[EXERCISE DETAILS]:
List every line below containing "name".

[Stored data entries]
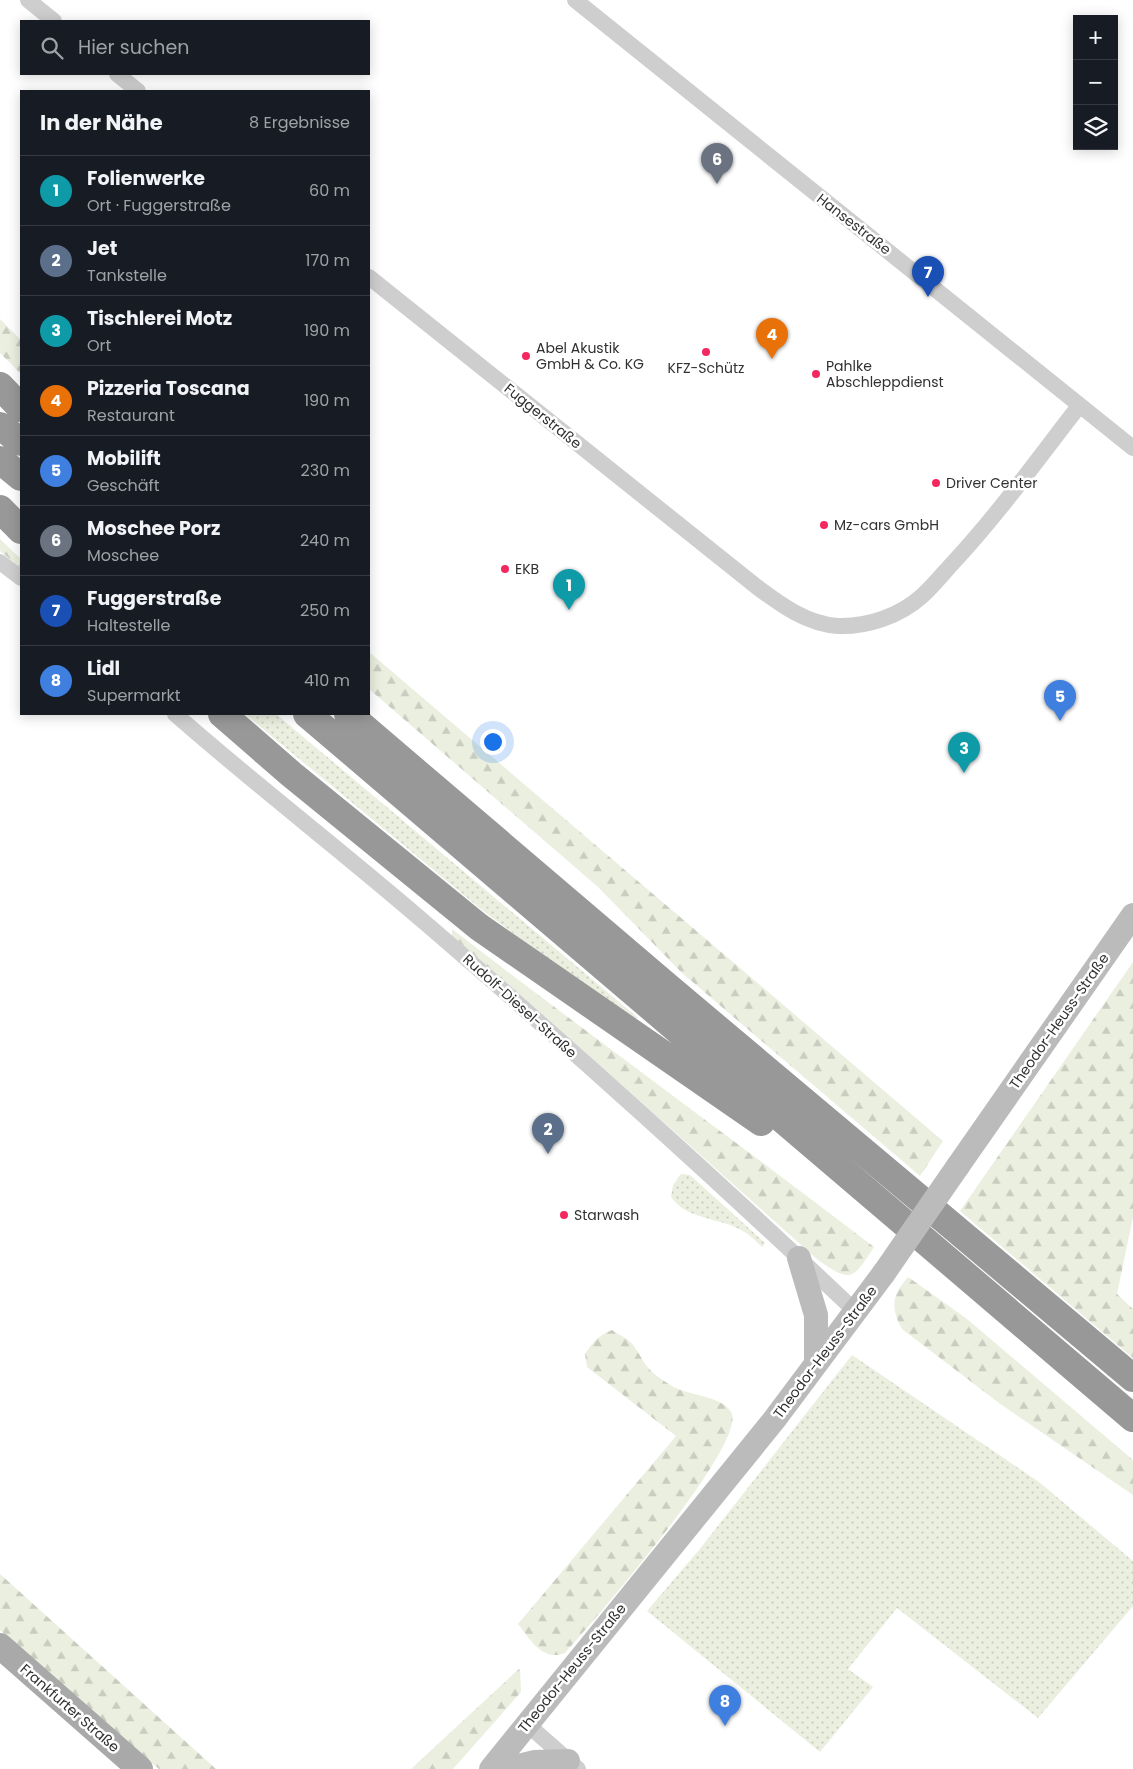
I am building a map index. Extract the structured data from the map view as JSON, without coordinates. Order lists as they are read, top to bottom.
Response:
{
  "streets": {
    "main road": ["Theodor-Heuss-Straße", "Frankfurter Straße"],
    "street": ["Hansestraße", "Fuggerstraße", "Rudolf-Diesel-Straße"]
  },
  "crossings": [
    ["Hansestraße", "Fuggerstraße"],
    ["Rudolf-Diesel-Straße", "Theodor-Heuss-Straße"]
  ],
  "places": [
    "KFZ-Schütz",
    "Abel Akustik GmbH & Co. KG",
    "Pahlke Abschleppdienst",
    "Driver Center",
    "Mz-cars GmbH",
    "EKB",
    "Starwash"
  ],
  "page": {
    "map_buttons": ["+", "−"],
    "search": "Hier suchen",
    "heading": ["In der Nähe", "8 Ergebnisse"],
    "pins": [
      "6",
      "7",
      "4",
      "1",
      "5",
      "3",
      "2",
      "8"
    ],
    "list": [
      {
        "mark": "1",
        "name": "Folienwerke",
        "note": "Ort · Fuggerstraße",
        "value": "60 m"
      },
      {
        "mark": "2",
        "name": "Jet",
        "note": "Tankstelle",
        "value": "170 m"
      },
      {
        "mark": "3",
        "name": "Tischlerei Motz",
        "note": "Ort",
        "value": "190 m"
      },
      {
        "mark": "4",
        "name": "Pizzeria Toscana",
        "note": "Restaurant",
        "value": "190 m"
      },
      {
        "mark": "5",
        "name": "Mobilift",
        "note": "Geschäft",
        "value": "230 m"
      },
      {
        "mark": "6",
        "name": "Moschee Porz",
        "note": "Moschee",
        "value": "240 m"
      },
      {
        "mark": "7",
        "name": "Fuggerstraße",
        "note": "Haltestelle",
        "value": "250 m"
      },
      {
        "mark": "8",
        "name": "Lidl",
        "note": "Supermarkt",
        "value": "410 m"
      }
    ]
  }
}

[SOLVED EXERCISE]:
        "name": "Folienwerke",
        "name": "Jet",
        "name": "Tischlerei Motz",
        "name": "Pizzeria Toscana",
        "name": "Mobilift",
        "name": "Moschee Porz",
        "name": "Fuggerstraße",
        "name": "Lidl",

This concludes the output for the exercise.